> **Exercise goal**
Copy out the data below. Keep every word as it is.

[Stored data]

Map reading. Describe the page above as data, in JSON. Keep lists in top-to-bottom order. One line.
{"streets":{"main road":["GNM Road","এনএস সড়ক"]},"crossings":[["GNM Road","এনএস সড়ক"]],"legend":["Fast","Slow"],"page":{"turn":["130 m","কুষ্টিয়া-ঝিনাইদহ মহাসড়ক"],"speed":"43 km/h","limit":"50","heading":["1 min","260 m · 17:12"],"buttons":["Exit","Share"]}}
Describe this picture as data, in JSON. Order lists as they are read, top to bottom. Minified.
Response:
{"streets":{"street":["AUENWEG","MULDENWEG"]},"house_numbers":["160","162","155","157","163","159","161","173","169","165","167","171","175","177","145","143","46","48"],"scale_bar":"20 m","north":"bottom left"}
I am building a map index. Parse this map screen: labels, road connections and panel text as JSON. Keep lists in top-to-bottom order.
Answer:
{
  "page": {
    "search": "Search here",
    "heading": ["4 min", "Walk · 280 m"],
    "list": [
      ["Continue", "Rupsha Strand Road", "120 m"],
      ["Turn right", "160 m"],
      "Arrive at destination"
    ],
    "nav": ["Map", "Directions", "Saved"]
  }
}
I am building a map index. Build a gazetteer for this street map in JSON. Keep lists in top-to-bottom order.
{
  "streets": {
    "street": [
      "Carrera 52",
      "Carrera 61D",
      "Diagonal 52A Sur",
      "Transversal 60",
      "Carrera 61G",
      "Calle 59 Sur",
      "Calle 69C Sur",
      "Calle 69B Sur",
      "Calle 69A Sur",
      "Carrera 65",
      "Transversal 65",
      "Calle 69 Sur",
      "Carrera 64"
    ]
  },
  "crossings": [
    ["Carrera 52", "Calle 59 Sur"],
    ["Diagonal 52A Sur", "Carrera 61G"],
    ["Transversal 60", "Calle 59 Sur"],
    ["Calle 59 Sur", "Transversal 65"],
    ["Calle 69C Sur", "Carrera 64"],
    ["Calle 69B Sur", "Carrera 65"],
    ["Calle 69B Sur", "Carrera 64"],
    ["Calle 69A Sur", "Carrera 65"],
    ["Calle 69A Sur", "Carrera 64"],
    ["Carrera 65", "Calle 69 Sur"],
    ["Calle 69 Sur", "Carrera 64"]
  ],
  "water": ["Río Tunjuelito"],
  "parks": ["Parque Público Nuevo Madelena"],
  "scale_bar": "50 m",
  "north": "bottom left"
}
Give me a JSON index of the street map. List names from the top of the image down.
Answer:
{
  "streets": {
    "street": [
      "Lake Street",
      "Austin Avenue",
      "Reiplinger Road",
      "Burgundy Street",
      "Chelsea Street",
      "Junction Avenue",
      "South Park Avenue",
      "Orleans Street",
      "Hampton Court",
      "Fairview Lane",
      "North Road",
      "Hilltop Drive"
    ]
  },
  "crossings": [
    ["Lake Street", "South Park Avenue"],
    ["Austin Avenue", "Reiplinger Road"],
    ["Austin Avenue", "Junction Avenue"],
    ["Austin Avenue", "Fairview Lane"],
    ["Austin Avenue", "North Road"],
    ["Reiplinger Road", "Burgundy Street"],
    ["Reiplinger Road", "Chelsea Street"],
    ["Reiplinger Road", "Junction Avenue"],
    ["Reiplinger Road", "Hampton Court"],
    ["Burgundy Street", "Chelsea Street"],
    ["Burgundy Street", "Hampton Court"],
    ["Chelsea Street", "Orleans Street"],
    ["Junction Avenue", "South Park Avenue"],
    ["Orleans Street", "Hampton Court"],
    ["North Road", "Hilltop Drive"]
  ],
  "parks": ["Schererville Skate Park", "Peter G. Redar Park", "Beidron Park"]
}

> **Solution below**
Map reading. Describe the page above as data, in JSON. Keep lists in top-to-bottom order. One line.
{"streets":{"main road":["GNM Road","এনএস সড়ক"]},"crossings":[["GNM Road","এনএস সড়ক"]],"legend":["Fast","Slow"],"page":{"turn":["130 m","কুষ্টিয়া-ঝিনাইদহ মহাসড়ক"],"speed":"43 km/h","limit":"50","heading":["1 min","260 m · 17:12"],"buttons":["Exit","Share"]}}
Describe this picture as data, in JSON. Order lists as they are read, top to bottom. Minified.
Response:
{"streets":{"street":["AUENWEG","MULDENWEG"]},"house_numbers":["160","162","155","157","163","159","161","173","169","165","167","171","175","177","145","143","46","48"],"scale_bar":"20 m","north":"bottom left"}
I am building a map index. Parse this map screen: labels, road connections and panel text as JSON. Keep lists in top-to-bottom order.
Answer:
{
  "page": {
    "search": "Search here",
    "heading": ["4 min", "Walk · 280 m"],
    "list": [
      ["Continue", "Rupsha Strand Road", "120 m"],
      ["Turn right", "160 m"],
      "Arrive at destination"
    ],
    "nav": ["Map", "Directions", "Saved"]
  }
}
I am building a map index. Build a gazetteer for this street map in JSON. Keep lists in top-to-bottom order.
{
  "streets": {
    "street": [
      "Carrera 52",
      "Carrera 61D",
      "Diagonal 52A Sur",
      "Transversal 60",
      "Carrera 61G",
      "Calle 59 Sur",
      "Calle 69C Sur",
      "Calle 69B Sur",
      "Calle 69A Sur",
      "Carrera 65",
      "Transversal 65",
      "Calle 69 Sur",
      "Carrera 64"
    ]
  },
  "crossings": [
    ["Carrera 52", "Calle 59 Sur"],
    ["Diagonal 52A Sur", "Carrera 61G"],
    ["Transversal 60", "Calle 59 Sur"],
    ["Calle 59 Sur", "Transversal 65"],
    ["Calle 69C Sur", "Carrera 64"],
    ["Calle 69B Sur", "Carrera 65"],
    ["Calle 69B Sur", "Carrera 64"],
    ["Calle 69A Sur", "Carrera 65"],
    ["Calle 69A Sur", "Carrera 64"],
    ["Carrera 65", "Calle 69 Sur"],
    ["Calle 69 Sur", "Carrera 64"]
  ],
  "water": ["Río Tunjuelito"],
  "parks": ["Parque Público Nuevo Madelena"],
  "scale_bar": "50 m",
  "north": "bottom left"
}
Give me a JSON index of the street map. List names from the top of the image down.
Answer:
{
  "streets": {
    "street": [
      "Lake Street",
      "Austin Avenue",
      "Reiplinger Road",
      "Burgundy Street",
      "Chelsea Street",
      "Junction Avenue",
      "South Park Avenue",
      "Orleans Street",
      "Hampton Court",
      "Fairview Lane",
      "North Road",
      "Hilltop Drive"
    ]
  },
  "crossings": [
    ["Lake Street", "South Park Avenue"],
    ["Austin Avenue", "Reiplinger Road"],
    ["Austin Avenue", "Junction Avenue"],
    ["Austin Avenue", "Fairview Lane"],
    ["Austin Avenue", "North Road"],
    ["Reiplinger Road", "Burgundy Street"],
    ["Reiplinger Road", "Chelsea Street"],
    ["Reiplinger Road", "Junction Avenue"],
    ["Reiplinger Road", "Hampton Court"],
    ["Burgundy Street", "Chelsea Street"],
    ["Burgundy Street", "Hampton Court"],
    ["Chelsea Street", "Orleans Street"],
    ["Junction Avenue", "South Park Avenue"],
    ["Orleans Street", "Hampton Court"],
    ["North Road", "Hilltop Drive"]
  ],
  "parks": ["Schererville Skate Park", "Peter G. Redar Park", "Beidron Park"]
}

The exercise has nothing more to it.